С каждым моим вопросом мама целовала меня в лоб, но от последнего вся съежилась и попросила на нее не смотреть – сказала: всего минутку, сказала: не смотри, сказала: пусть такого не будет, пусть будет иначе, когда мы окажемся в другом мире, где такое немыслимо. Не смотри.
Напрасно я не послушалась.
Потому что при виде маминого лица я увидела зайде. И он не отдыхал в бараке, не играл в настольные игры, не беседовал о политике, не обменивался рецептами, не произносил тост в память скворушки. И даже не умирал в плавательном бассейне. В моем видении не было реальной зацепки, никакой сердцевины, ничего отчетливого.

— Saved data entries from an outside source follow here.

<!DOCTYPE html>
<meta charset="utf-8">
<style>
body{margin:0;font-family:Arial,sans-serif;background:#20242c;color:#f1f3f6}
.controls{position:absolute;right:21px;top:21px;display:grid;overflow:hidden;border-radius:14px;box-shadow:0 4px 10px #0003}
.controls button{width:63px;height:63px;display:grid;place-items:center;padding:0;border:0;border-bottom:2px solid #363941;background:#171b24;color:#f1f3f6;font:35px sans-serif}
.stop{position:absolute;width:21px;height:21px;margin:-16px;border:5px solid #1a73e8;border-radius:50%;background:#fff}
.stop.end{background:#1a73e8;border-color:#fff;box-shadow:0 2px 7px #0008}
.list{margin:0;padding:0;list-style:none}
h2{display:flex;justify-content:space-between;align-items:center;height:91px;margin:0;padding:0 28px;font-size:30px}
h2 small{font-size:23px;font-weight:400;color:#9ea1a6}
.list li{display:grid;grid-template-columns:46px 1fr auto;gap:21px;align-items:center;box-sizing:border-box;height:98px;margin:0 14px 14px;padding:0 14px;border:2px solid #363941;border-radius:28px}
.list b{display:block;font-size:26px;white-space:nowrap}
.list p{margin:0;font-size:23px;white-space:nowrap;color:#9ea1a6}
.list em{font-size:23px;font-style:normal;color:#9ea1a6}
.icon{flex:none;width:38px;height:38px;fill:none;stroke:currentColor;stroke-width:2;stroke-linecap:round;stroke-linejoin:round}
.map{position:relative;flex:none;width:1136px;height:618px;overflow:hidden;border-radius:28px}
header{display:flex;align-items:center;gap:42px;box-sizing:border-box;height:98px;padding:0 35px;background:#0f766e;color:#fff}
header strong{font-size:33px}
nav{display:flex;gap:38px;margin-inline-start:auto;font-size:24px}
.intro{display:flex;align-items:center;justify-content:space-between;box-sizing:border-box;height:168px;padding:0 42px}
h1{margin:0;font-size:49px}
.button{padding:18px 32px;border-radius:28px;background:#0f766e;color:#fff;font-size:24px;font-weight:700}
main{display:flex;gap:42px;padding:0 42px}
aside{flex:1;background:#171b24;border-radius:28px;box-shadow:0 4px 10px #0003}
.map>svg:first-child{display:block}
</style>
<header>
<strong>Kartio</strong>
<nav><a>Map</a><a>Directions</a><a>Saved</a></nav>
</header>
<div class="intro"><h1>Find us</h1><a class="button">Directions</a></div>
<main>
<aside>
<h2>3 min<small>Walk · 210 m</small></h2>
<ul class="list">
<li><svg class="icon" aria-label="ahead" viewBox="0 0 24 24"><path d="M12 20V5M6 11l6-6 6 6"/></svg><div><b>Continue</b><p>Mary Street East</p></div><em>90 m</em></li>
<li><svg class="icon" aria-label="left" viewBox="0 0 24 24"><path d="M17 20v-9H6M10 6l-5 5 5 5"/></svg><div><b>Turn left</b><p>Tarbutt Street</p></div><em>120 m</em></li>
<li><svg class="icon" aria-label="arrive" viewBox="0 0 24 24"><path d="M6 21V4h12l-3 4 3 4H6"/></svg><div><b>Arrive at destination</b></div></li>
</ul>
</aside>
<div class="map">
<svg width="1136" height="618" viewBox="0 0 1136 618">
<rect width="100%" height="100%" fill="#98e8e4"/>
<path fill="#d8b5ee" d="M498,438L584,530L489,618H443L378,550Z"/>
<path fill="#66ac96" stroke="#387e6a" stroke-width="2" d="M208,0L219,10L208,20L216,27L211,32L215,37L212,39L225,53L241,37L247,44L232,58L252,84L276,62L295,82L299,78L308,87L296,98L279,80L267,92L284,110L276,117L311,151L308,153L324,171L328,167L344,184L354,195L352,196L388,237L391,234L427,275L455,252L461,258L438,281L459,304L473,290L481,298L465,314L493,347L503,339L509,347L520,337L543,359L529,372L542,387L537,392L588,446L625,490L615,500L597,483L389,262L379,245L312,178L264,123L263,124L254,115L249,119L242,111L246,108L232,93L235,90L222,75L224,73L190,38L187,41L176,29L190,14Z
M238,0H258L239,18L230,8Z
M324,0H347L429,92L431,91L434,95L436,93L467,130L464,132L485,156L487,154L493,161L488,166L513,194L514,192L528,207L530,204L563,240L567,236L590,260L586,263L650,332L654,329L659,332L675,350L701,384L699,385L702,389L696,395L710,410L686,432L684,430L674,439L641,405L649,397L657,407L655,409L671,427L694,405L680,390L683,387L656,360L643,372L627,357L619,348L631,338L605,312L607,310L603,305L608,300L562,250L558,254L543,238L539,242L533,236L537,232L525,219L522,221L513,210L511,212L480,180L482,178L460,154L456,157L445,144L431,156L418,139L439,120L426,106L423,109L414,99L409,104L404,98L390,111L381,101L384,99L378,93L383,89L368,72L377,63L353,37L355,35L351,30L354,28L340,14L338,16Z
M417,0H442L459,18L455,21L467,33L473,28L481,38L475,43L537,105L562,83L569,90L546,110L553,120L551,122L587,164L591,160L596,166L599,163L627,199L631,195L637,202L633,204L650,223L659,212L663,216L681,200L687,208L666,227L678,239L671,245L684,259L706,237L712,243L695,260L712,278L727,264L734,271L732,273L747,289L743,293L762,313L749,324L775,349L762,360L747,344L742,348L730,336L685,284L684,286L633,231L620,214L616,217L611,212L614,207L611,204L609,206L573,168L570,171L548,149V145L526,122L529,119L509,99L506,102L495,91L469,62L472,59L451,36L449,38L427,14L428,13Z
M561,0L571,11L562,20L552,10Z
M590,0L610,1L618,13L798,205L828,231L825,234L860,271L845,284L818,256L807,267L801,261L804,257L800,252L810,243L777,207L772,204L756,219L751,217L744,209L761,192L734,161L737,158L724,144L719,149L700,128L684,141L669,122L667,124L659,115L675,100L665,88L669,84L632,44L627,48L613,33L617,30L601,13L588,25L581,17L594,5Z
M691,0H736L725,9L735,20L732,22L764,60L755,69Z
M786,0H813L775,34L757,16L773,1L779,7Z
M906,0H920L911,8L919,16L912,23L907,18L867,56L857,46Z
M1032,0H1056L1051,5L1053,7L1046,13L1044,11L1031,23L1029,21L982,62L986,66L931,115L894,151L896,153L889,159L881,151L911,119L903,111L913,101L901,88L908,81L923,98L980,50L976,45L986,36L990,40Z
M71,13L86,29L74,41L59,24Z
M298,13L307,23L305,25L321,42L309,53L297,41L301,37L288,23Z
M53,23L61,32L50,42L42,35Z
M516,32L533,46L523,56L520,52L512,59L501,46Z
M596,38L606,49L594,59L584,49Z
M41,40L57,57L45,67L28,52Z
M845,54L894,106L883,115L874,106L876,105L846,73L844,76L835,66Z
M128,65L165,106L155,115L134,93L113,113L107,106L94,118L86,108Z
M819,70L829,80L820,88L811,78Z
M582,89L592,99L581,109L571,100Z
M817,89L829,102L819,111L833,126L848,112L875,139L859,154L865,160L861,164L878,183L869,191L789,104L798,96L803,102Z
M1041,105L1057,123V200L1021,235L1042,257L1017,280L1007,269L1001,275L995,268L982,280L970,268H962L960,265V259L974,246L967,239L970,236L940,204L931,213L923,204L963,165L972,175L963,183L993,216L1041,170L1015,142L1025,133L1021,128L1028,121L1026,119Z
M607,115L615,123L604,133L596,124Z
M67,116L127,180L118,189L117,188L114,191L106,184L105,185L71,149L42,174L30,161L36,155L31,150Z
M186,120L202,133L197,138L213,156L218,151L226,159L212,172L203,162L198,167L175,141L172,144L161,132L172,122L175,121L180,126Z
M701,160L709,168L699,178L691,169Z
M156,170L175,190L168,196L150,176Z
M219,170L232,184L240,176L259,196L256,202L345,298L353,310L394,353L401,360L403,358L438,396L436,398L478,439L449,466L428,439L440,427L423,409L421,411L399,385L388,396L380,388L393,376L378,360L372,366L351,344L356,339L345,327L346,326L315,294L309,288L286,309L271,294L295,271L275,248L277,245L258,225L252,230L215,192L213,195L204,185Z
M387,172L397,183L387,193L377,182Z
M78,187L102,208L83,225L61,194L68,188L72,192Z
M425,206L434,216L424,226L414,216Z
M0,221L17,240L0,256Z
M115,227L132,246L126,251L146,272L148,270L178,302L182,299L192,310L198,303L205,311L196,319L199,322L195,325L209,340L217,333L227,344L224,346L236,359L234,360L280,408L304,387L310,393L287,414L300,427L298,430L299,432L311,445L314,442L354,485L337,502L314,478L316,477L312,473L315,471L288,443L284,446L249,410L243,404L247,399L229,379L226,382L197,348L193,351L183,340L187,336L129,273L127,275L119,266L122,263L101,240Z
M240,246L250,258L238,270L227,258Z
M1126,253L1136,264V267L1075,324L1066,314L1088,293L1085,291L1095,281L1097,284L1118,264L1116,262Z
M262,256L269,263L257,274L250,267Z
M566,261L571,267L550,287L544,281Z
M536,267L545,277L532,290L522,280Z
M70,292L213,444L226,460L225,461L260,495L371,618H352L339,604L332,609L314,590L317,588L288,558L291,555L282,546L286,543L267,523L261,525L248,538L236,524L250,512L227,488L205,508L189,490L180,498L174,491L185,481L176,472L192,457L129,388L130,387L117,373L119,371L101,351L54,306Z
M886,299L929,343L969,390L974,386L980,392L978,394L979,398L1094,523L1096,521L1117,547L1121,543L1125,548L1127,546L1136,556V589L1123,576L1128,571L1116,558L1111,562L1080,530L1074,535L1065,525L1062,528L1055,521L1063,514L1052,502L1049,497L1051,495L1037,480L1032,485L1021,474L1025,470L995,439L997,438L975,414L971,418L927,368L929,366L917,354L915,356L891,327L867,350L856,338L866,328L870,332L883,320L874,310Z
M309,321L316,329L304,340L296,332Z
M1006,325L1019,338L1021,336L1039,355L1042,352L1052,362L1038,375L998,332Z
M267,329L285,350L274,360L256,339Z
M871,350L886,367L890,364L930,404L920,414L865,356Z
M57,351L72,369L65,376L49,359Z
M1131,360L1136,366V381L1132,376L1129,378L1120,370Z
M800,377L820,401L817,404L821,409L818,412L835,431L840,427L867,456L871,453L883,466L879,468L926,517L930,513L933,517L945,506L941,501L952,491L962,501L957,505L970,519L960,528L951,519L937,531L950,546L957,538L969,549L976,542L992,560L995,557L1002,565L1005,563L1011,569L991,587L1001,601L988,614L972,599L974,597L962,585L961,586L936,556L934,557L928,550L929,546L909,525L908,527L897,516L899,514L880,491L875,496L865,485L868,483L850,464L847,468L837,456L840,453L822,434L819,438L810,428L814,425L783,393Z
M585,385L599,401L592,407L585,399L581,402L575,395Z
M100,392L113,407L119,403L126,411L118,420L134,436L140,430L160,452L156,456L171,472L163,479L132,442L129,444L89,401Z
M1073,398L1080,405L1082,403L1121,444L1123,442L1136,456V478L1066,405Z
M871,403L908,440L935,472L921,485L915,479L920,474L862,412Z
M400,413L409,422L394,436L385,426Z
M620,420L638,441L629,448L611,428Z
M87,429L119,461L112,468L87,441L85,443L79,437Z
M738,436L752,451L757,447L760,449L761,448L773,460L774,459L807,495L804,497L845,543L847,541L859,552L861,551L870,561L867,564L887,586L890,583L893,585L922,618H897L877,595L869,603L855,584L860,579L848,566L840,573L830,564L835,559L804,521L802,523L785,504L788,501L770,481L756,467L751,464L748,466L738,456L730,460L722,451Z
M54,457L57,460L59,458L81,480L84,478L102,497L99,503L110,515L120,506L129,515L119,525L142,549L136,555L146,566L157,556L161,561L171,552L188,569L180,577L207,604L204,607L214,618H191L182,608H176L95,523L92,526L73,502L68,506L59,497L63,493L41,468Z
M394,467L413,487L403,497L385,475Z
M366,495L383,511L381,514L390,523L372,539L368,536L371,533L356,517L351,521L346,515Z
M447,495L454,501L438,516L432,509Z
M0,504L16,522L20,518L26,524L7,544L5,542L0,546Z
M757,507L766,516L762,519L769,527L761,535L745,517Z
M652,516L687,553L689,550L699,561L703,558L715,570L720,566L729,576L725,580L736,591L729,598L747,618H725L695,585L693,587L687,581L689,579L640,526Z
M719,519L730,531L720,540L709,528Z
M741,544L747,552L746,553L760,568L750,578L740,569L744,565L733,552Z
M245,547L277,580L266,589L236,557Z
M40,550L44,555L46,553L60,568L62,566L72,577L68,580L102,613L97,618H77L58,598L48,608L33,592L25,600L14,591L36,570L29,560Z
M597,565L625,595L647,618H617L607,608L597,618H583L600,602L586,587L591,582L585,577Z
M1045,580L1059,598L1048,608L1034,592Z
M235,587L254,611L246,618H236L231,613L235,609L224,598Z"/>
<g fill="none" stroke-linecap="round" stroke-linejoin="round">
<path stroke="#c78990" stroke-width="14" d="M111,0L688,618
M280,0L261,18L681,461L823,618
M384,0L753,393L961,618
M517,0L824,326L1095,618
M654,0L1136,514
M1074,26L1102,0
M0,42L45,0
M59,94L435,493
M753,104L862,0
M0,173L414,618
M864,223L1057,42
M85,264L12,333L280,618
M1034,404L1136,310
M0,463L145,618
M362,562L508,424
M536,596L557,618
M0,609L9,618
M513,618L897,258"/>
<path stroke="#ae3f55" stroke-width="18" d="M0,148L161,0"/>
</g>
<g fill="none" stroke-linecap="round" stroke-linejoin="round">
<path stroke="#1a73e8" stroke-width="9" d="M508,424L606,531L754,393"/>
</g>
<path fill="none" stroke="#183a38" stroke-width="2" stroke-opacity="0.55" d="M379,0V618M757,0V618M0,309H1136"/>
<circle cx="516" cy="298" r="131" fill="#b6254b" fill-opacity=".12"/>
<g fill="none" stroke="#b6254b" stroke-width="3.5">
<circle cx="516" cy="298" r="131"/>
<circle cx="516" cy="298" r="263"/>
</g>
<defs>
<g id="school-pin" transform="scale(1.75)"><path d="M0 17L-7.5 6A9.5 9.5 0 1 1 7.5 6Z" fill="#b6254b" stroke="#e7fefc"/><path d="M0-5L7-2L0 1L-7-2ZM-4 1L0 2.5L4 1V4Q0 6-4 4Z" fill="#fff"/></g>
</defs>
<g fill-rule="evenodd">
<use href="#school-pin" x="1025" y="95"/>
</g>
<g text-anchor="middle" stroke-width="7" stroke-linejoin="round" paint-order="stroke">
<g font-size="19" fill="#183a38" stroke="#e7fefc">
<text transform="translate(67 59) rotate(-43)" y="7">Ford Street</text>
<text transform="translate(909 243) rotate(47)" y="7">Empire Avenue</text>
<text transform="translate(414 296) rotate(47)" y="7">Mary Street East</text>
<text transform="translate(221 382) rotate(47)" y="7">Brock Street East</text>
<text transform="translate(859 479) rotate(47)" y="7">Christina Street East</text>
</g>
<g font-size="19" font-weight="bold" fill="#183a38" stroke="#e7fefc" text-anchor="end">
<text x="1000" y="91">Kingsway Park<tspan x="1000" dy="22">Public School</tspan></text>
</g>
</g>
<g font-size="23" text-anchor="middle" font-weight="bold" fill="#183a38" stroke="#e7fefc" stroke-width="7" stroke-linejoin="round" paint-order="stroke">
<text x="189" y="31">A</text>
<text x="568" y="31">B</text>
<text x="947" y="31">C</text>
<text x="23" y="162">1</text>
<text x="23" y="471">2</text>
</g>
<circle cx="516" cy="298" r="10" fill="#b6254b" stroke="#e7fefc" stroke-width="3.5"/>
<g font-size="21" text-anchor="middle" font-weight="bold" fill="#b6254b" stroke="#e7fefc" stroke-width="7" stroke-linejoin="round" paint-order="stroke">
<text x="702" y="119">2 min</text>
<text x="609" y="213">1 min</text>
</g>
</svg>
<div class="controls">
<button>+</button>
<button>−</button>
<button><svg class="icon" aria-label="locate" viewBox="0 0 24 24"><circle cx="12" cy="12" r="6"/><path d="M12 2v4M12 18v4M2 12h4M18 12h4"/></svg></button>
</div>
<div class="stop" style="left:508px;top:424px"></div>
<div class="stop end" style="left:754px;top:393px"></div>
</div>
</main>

С ним сотворили то же самое, что сделали – и продолжали делать – с тысячами других.
Увидев мое потрясение, мама смогла только звать меня по имени. Повторяла, сколько могла, потом начала звать Перль. Твердила как заклинание раз за разом.
– Как бы тебя не услышали, – прошептала я.
И тогда последний звук имени ее потерянной дочери сменился кашлем. По коридору приближались шаги, мама отпрянула и споткнулась в своих разнокалиберных ботинках. Нам еще повезло, что у нее сохранилось проворство: лаборантка Эльма с перекошенной физиономией бочком протискивалась в помещение. Завидев маму в стороне от мольберта и в опасной близости от меня, она взъелась.
– Мне потребовалось взглянуть поближе – зрение подводить стало, – объяснила она лаборантке Эльме, прежде чем второпях двинуться к стулу. – Не могла разглядеть губы.
– Бывает же такое – подслеповатая художница! – фыркнула Эльма. – Теперь-то удалось разглядеть?
У мамы дрогнул голос.
– Клянусь, – провозгласила она, – все будет в лучшем виде.
Будь Эльма повнимательней, она бы отметила и дрогнувший мамин голос, и ее брошенный на меня перед возобновлением работы взгляд. Мама даже ухитрилась исподтишка кивнуть и усмехнуться, пока Эльма искала, к чему бы еще придраться; пройдя комнату в длину, она остановилась как вкопанная:
– Почему пол краской вымазан? Откуда только руки растут! Что за транжирство! – Придирчиво осмотрев свои лакированные туфельки, она указала носком на одиозное белое пятно и распорядилась: – Немедленно отчистить! Развела тут грязищу.
Она швырнула в маму какой-то тряпкой; мама послушно наклонилась, но тут же зашлась кашлем. Я схватила тряпку и терла белое пятно до тех пор, пока от ветоши ничего не осталось.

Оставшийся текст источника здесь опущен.